§ **Given data**:
_ _ _ _ _
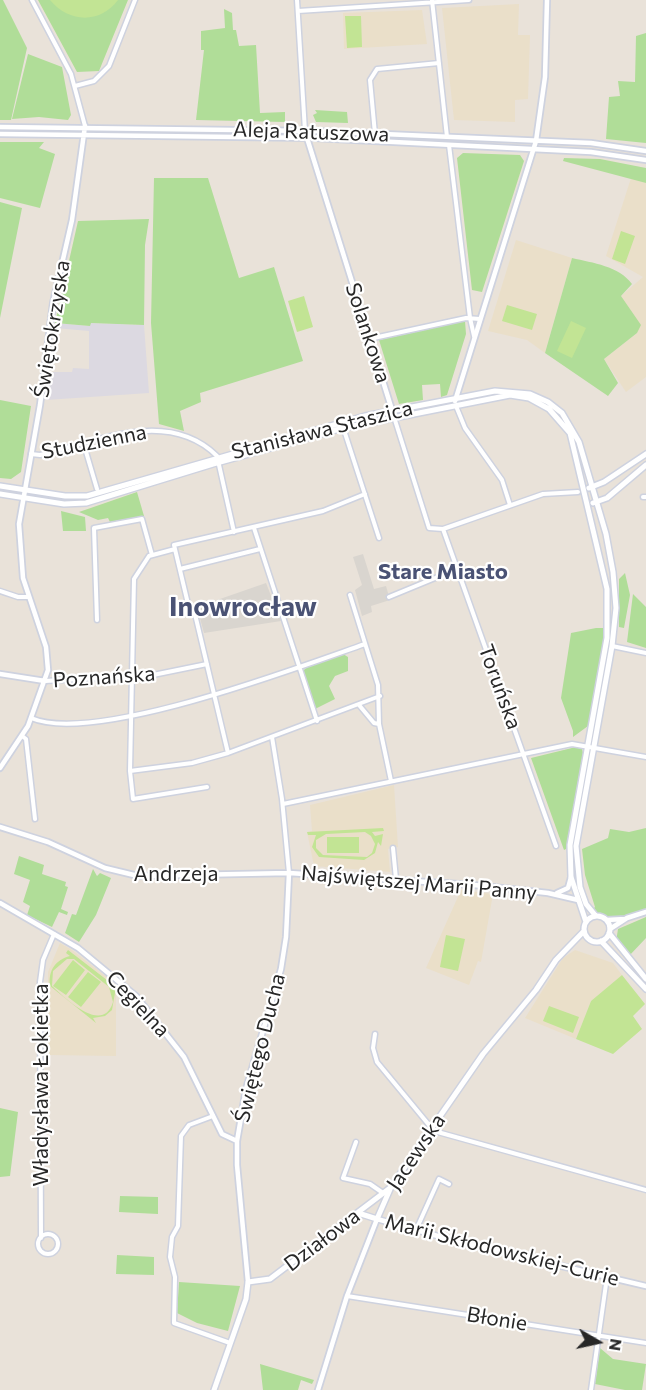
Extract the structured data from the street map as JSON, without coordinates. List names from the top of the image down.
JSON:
_ _ _ _ _
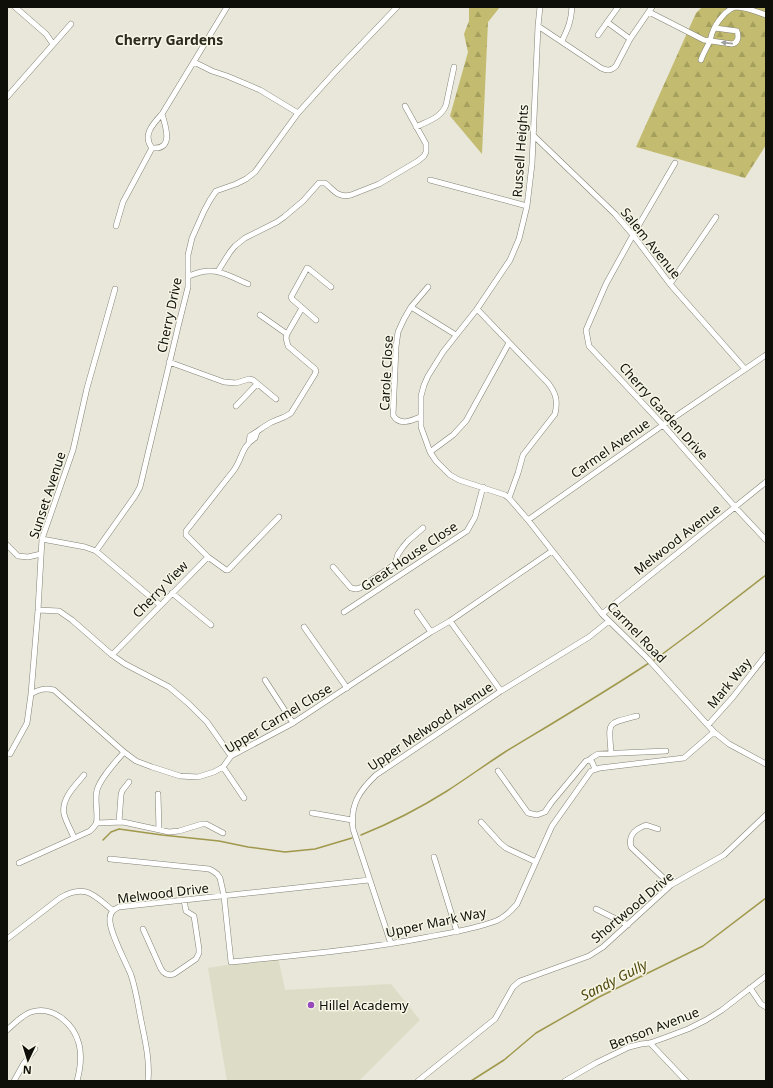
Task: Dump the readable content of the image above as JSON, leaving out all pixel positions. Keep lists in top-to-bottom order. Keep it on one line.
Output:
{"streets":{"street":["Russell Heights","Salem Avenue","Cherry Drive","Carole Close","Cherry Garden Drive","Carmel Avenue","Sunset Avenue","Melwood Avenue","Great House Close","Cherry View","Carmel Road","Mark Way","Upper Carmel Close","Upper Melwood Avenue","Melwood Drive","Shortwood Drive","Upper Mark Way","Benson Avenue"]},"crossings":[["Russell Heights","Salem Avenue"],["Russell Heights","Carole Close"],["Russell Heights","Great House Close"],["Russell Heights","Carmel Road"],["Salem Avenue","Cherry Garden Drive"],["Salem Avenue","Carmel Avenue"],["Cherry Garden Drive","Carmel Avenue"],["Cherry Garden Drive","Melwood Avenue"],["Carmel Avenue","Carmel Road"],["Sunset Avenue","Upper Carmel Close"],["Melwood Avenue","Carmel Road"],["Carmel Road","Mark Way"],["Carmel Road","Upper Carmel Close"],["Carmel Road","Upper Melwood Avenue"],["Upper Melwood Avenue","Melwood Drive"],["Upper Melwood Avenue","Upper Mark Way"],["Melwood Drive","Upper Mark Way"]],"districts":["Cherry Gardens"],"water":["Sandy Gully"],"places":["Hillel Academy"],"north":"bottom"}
_ _ _ _ _
§ **Your instructions**:
Lines holding "image" are the ones to copy; find all of them in the listing.

§ **Answer to the exercise**:
Extract the structured data from the street map as JSON, without coordinates. List names from the top of the image down.
Task: Dump the readable content of the image above as JSON, leaving out all pixel positions. Keep lists in top-to-bottom order. Keep it on one line.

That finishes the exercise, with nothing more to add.